Exercise brief: In your copy of the data, omit the pictures and keep all else exactly as given.

Collected material:
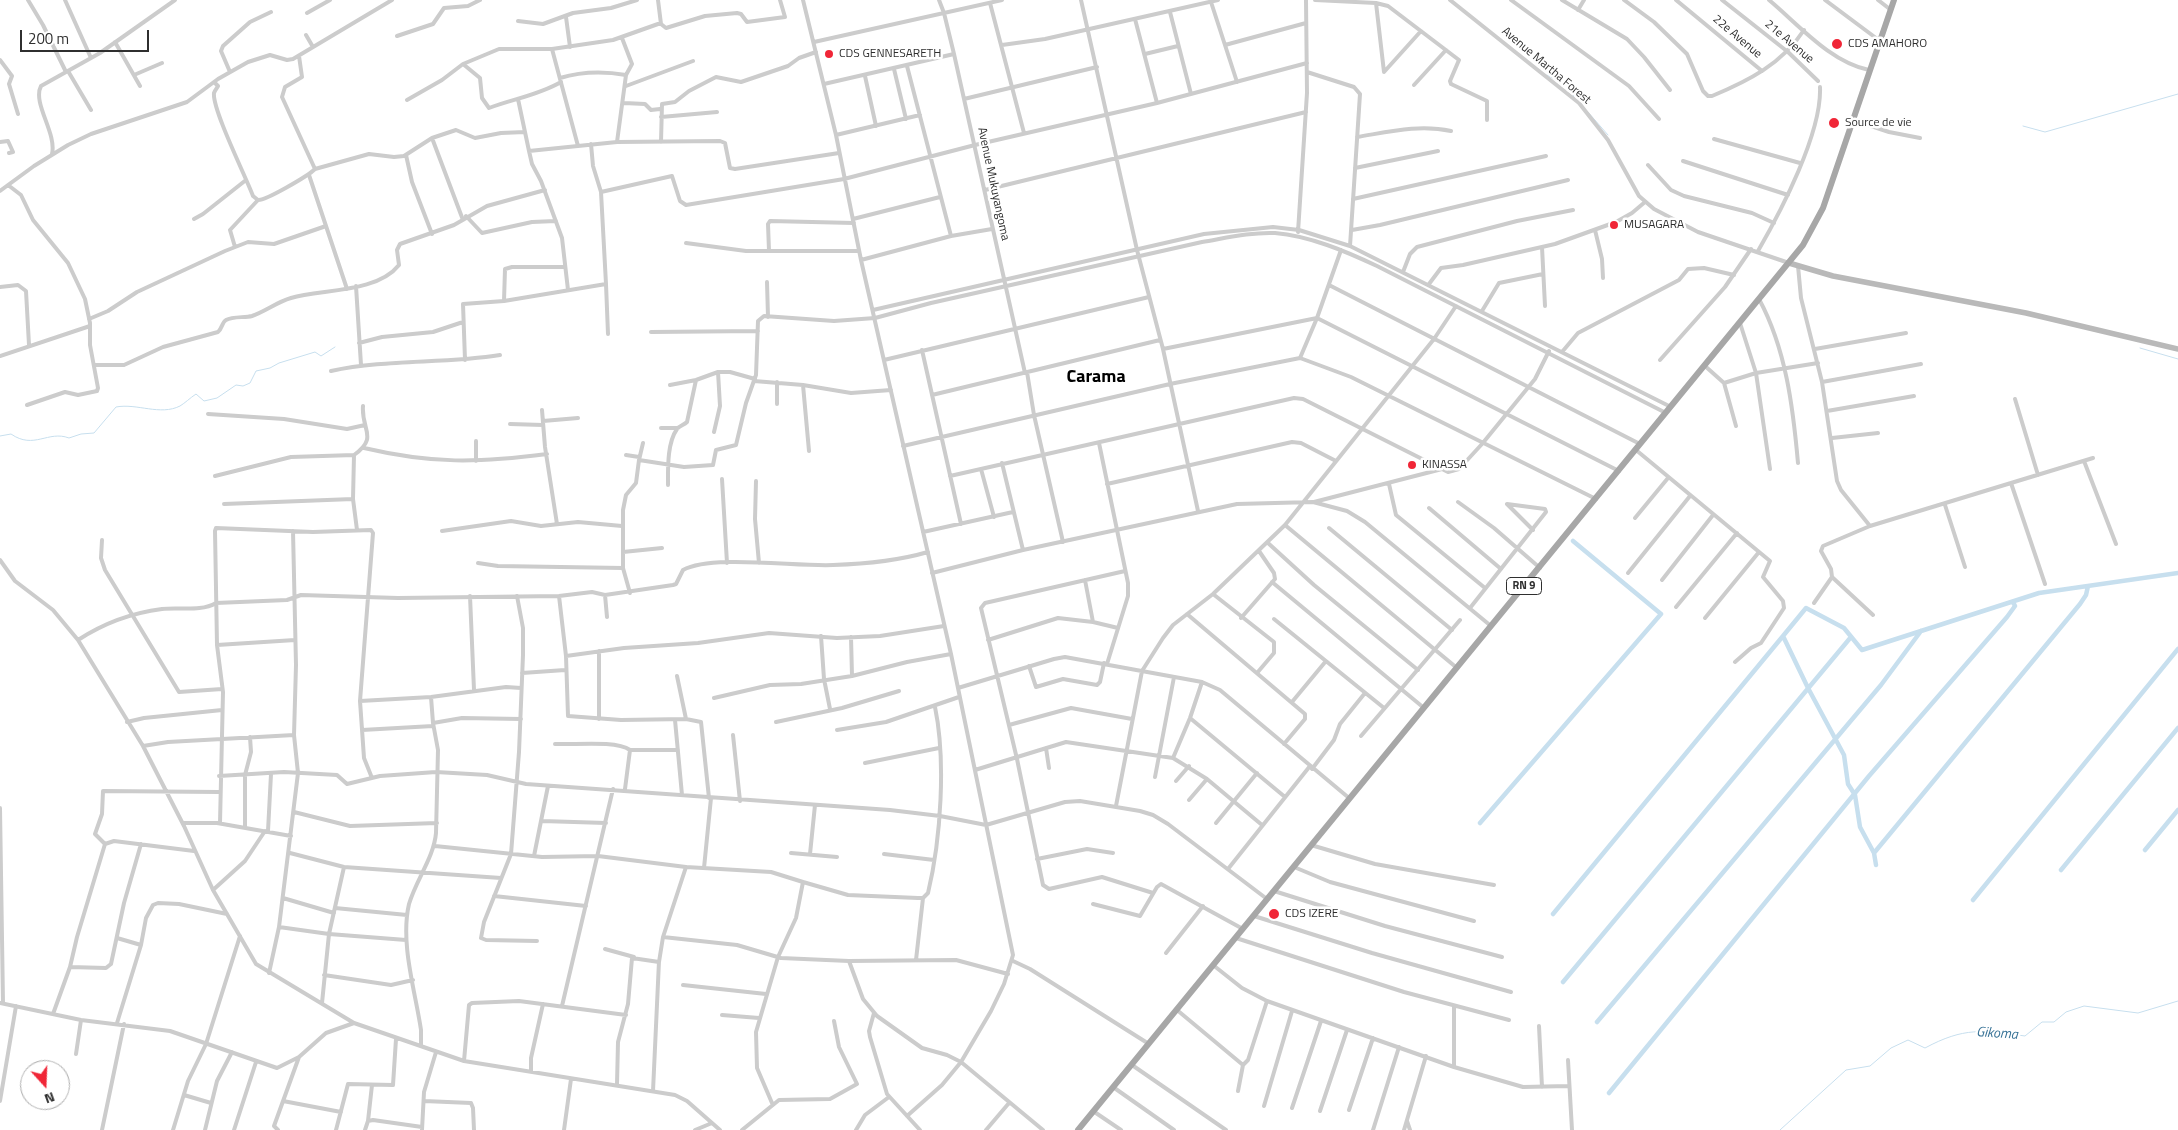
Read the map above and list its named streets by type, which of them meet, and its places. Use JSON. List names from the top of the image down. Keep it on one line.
{"streets":{"main road":["RN 9"],"street":["22e Avenue","21e Avenue","Avenue Martha Forest","Avenue Mukuyangoma"]},"crossings":[["Avenue Martha Forest","RN 9"]],"districts":["Carama"],"water":["Gikoma"],"places":["CDS AMAHORO","CDS GENNESARETH","Source de vie","MUSAGARA","KINASSA","CDS IZERE"],"scale_bar":"200 m","north":"bottom"}
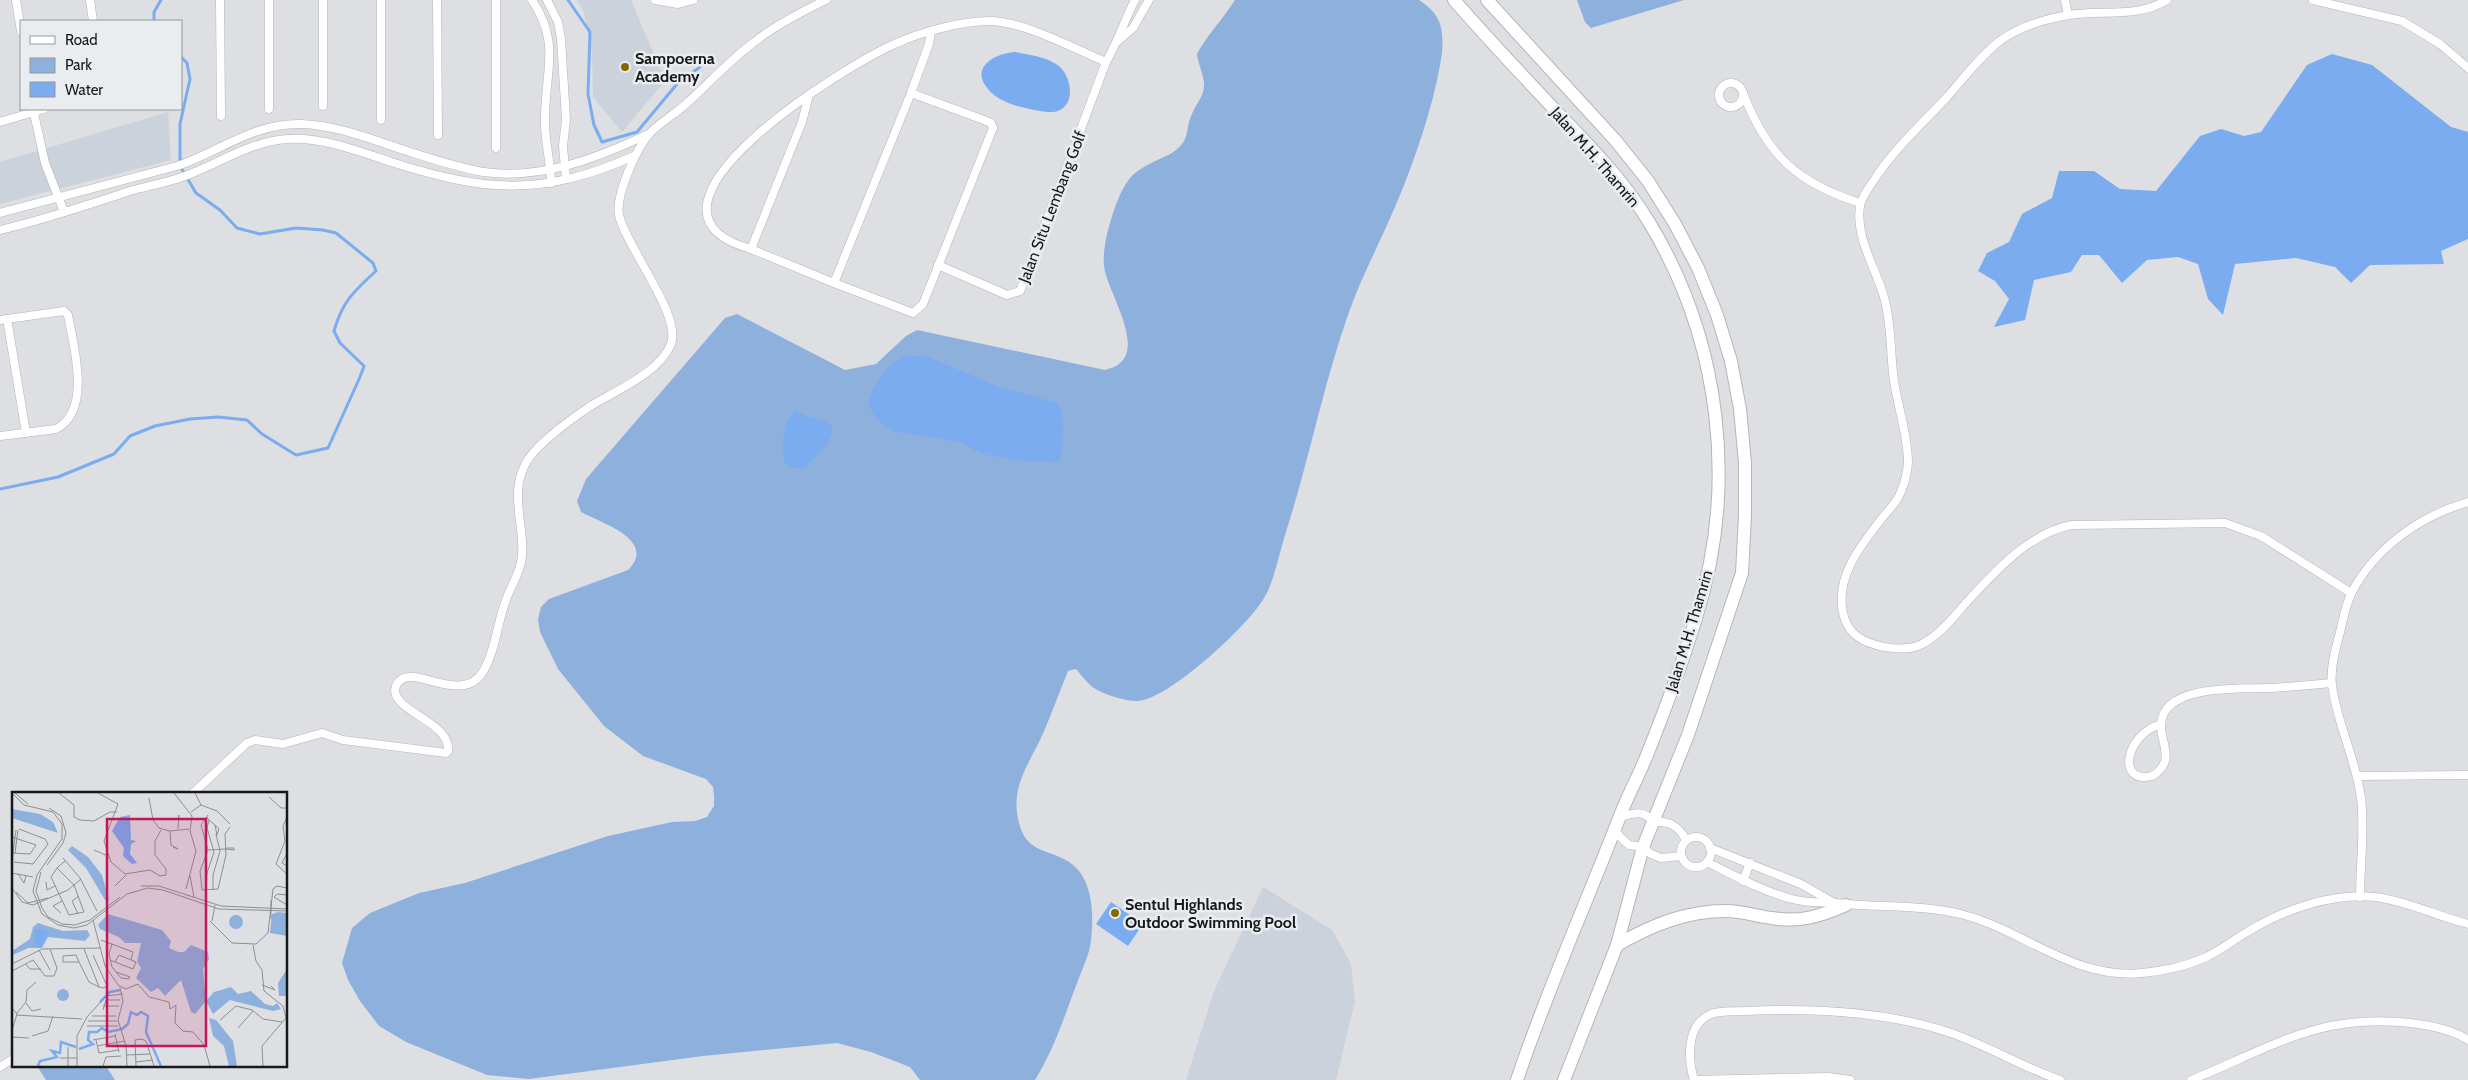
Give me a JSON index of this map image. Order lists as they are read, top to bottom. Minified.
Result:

Answer section:
Read the map above and list its named streets by type, which of them meet, and its places. Use JSON. List names from the top of the image down. Keep it on one line.
{"streets":{"main road":["RN 9"],"street":["22e Avenue","21e Avenue","Avenue Martha Forest","Avenue Mukuyangoma"]},"crossings":[["Avenue Martha Forest","RN 9"]],"districts":["Carama"],"water":["Gikoma"],"places":["CDS AMAHORO","CDS GENNESARETH","Source de vie","MUSAGARA","KINASSA","CDS IZERE"],"scale_bar":"200 m","north":"bottom"}
Give me a JSON index of this map image. Order lists as they are read, top to bottom. Minified.
Result:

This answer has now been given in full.